Dedham church was the location for the wedding of their younger daughters. Gwendoline (wearing a veil of Honiton lace lent by her mother) married Capt. Frederick Walley, MC Royal Engineers, on 5 July 1918. On 10 January 1923 Ursula married Robert Keith Arbuthnot, MC of the Black Watch; Girl Guides from the area (in whom Ursula took a deep interest) formed a guard of honour.

Their youngest son, Gerald, married Joan, daughter of Sir Arnold and Lady Gridley at Madras Cathedral in November 1929.


In October 1928 William retired as managing director of the Vulcan Foundry. He died on 2 November 1928 and was buried in Dedham churchyard.


Maria Elizabeth continued to be a figure in Dedham life. In 1931 she opened the Annual Missionary Sale at the village hall, saying she was “very pleased to help in this effort to spreading the Kingdom of God in other lands”. In 1937 she invited some 70 old people for tea at the Hewitt Memorial Hall in Dedham to commemorate the Coronation.


Maria Elizabeth died on 7 May 1956 at Dedham.

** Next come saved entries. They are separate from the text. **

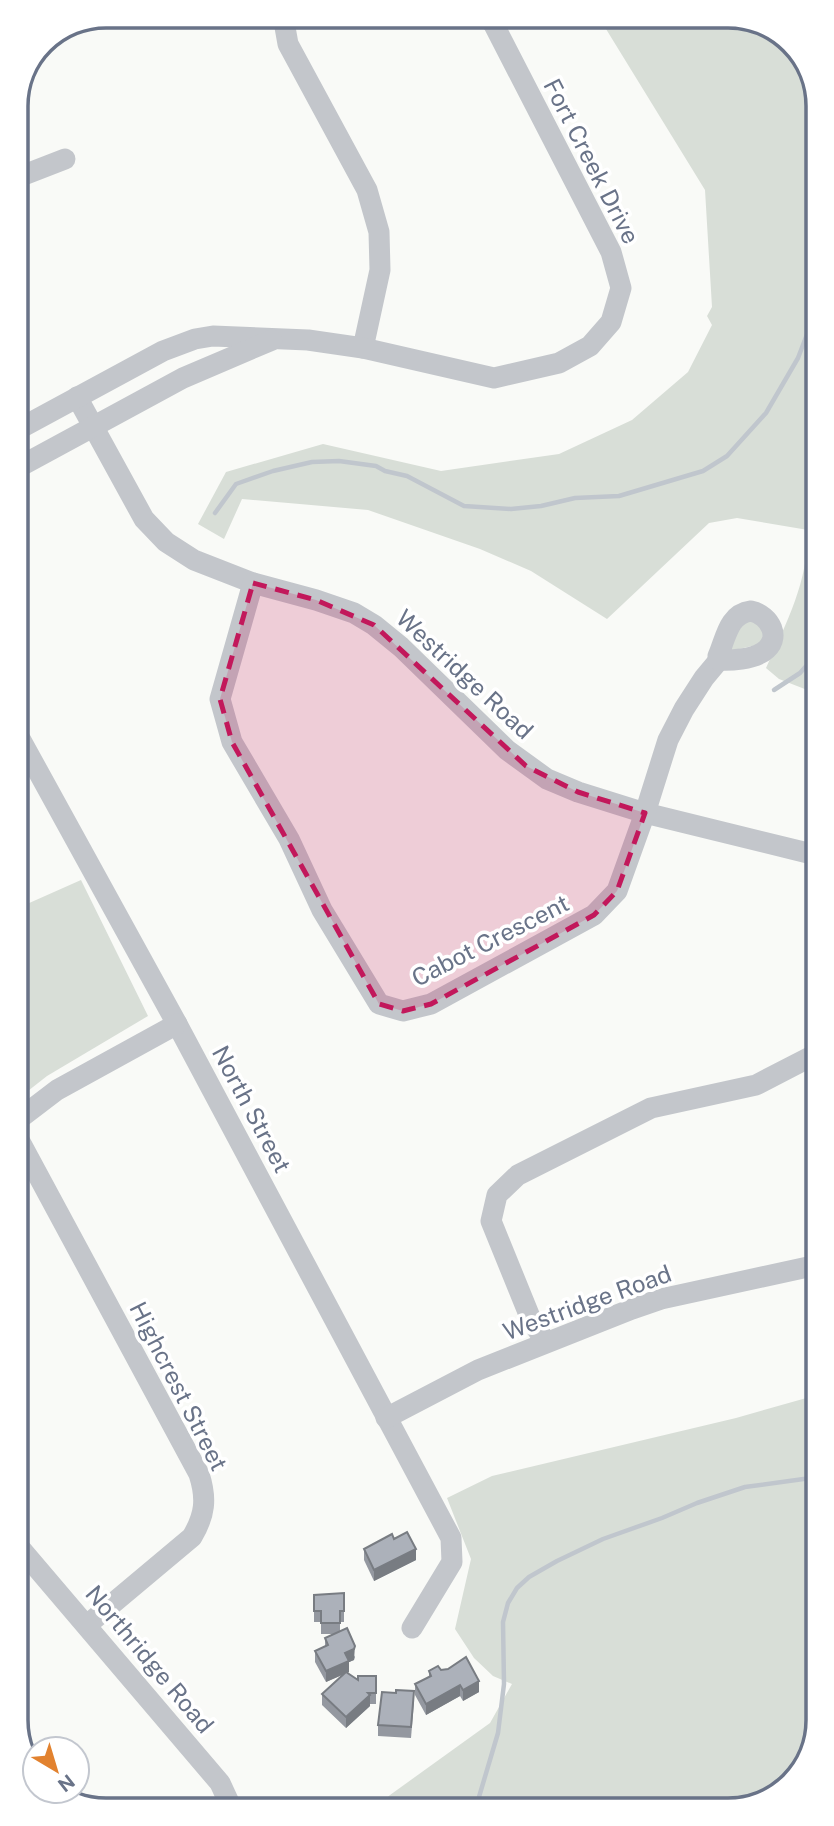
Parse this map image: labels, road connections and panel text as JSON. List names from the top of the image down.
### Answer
{
  "streets": {
    "street": [
      "Fort Creek Drive",
      "Westridge Road",
      "Cabot Crescent",
      "North Street",
      "Highcrest Street",
      "Northridge Road"
    ]
  },
  "crossings": [
    ["Fort Creek Drive", "Westridge Road"],
    ["Westridge Road", "Cabot Crescent"],
    ["Westridge Road", "North Street"],
    ["Highcrest Street", "Northridge Road"]
  ],
  "north": "bottom right"
}
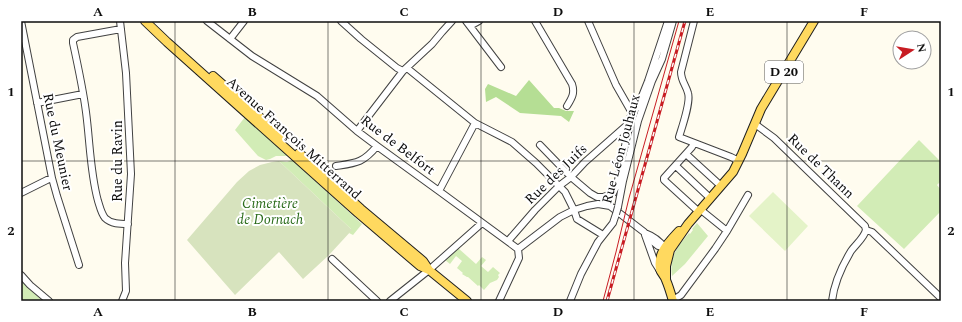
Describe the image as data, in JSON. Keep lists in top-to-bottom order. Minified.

The grave of Sir William Collingwood and Maria Elizabeth Lermit

Altar with candlesticks 2022

In 1958, a service was held at Dedham for the dedication of two oak candlesticks in memory of Sir William and Maria Elizabeth Collingwood; these still stand either side of the altar in the church.

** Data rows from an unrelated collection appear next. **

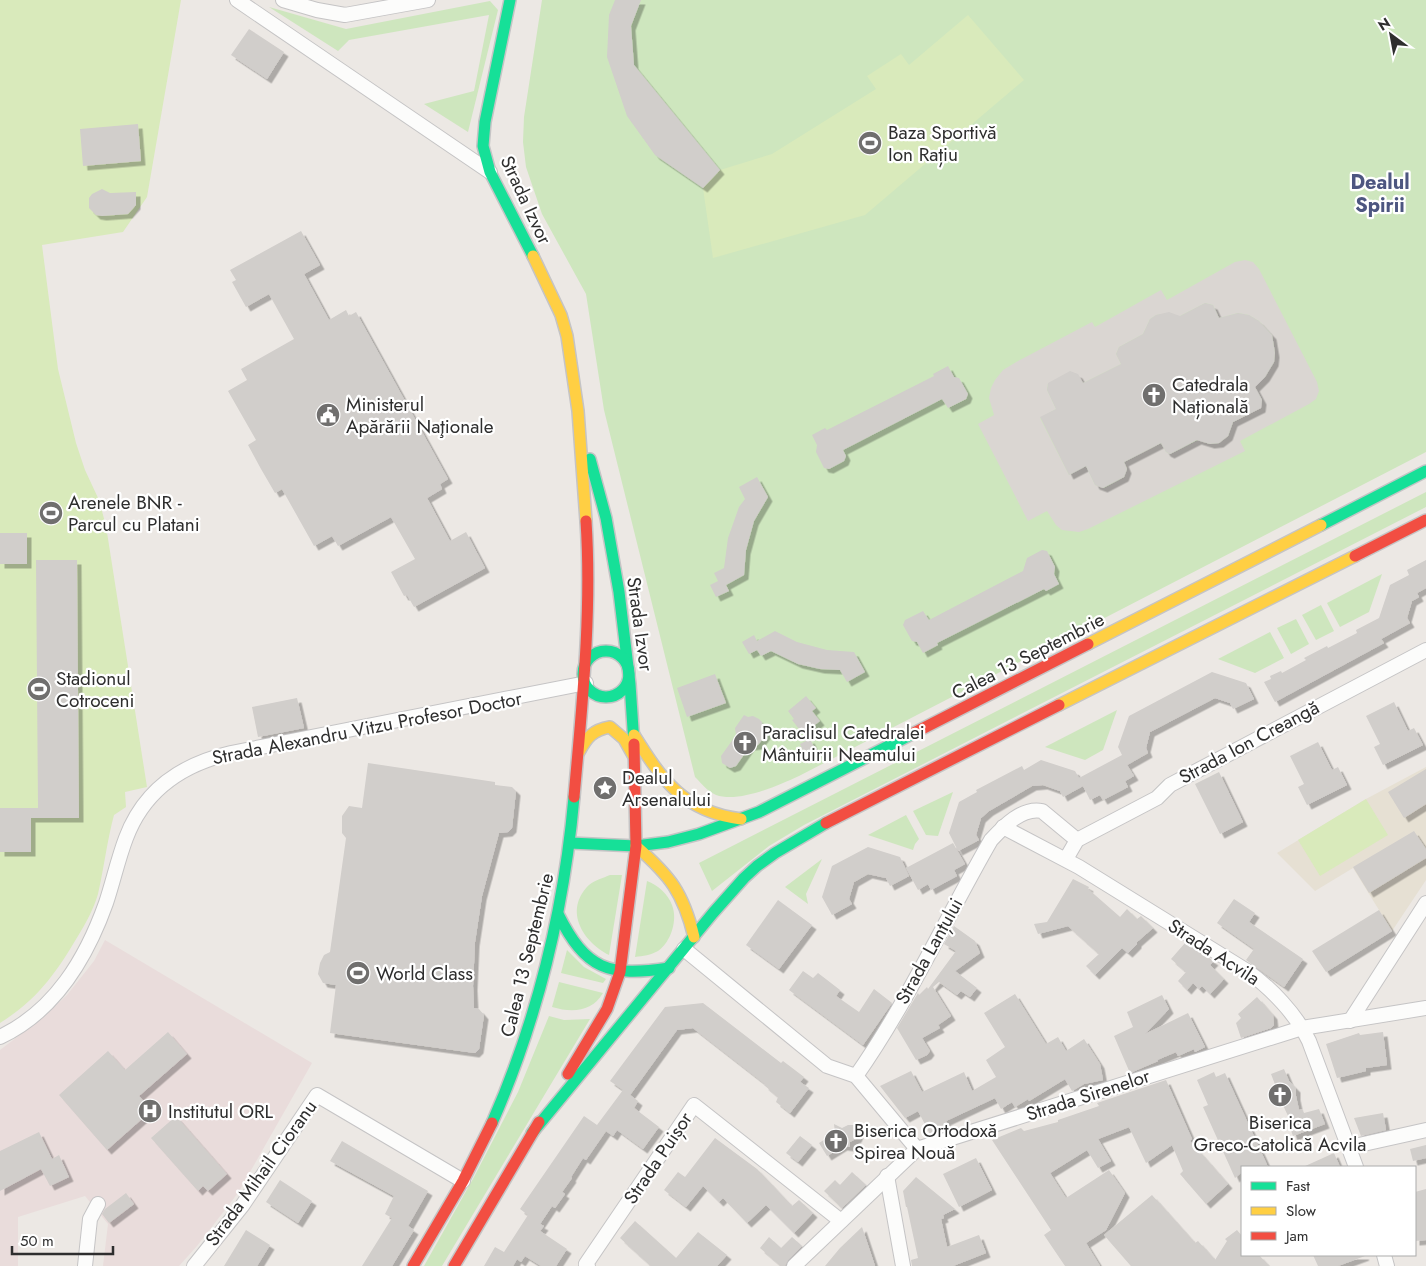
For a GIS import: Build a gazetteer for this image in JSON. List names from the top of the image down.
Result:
{
  "streets": {
    "main road": ["Strada Izvor", "Calea 13 Septembrie"],
    "street": [
      "Strada Alexandru Vitzu Profesor Doctor",
      "Strada Ion Creangă",
      "Strada Lanțului",
      "Strada Acvila",
      "Strada Sirenelor",
      "Strada Puișor",
      "Strada Mihail Cioranu"
    ]
  },
  "crossings": [
    ["Strada Izvor", "Calea 13 Septembrie"],
    ["Strada Izvor", "Strada Alexandru Vitzu Profesor Doctor"],
    ["Calea 13 Septembrie", "Strada Mihail Cioranu"],
    ["Strada Lanțului", "Strada Acvila"],
    ["Strada Acvila", "Strada Sirenelor"],
    ["Strada Sirenelor", "Strada Puișor"]
  ],
  "districts": ["Dealul Spirii"],
  "places": {
    "sports": [
      "Baza Sportivă Ion Rațiu",
      "Arenele BNR - Parcul cu Platani",
      "Stadionul Cotroceni",
      "World Class"
    ],
    "church": [
      "Catedrala Națională",
      "Paraclisul Catedralei Mântuirii Neamului",
      "Biserica Greco-Catolică Acvila",
      "Biserica Ortodoxă Spirea Nouă"
    ],
    "public building": ["Ministerul Apărării Naţionale"],
    "place": ["Dealul Arsenalului"],
    "hospital": ["Institutul ORL"]
  },
  "legend": ["Fast", "Slow", "Jam"],
  "scale_bar": "50 m",
  "north": "top left"
}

William and Maria Elizabeth’s children:

  • Marjory Collingwood (1888-1966) married Bernard Stephen Townroe.
  • Carlton Collingwood (1889-1916) married May Campbell Carnegie Cavendish; they had one son William Alexander Carlton Collingwood, born 12 February 1915.
  • Brigadier Sydney Collingwood (1892-1986), CBE, CMG, MC of the Royal Artillery. He married first Charlotte Annie Oughterson, with whom he had a two sons and a daughter; his daughter, Elizabeth Evelyn (Liza) Collingwood (1924-2006), an actress known as Elizabeth Colvin married the Hon Gerald Lascelles.
  • Gwendolen Collingwood (1894-1984) married Frederick Seymour Whalley, who had been trained as a locomotive engineer at the Vulcan Foundry. He worked in both India and Africa before coming general manager of the Vulcan Foundry in 1923, then managing director in 1929, vice-chairman in 1941, and chairman in 1946.
  • Ursula Collingwood (1898-1989) married Robert Keith Arbuthnot (Major-General, CB, CBE, DSO, MC; later honorary colonel of the Black Watch regiment; 15th Viscount Arbuthnot; Lord Lieutenant of Kincardineshire)
  • Gerald Collingwood (1902-1979) married Joan Gridley. Gerald also trained as a chartered mechanical engineer and was also managing director of the Vulcan Foundry.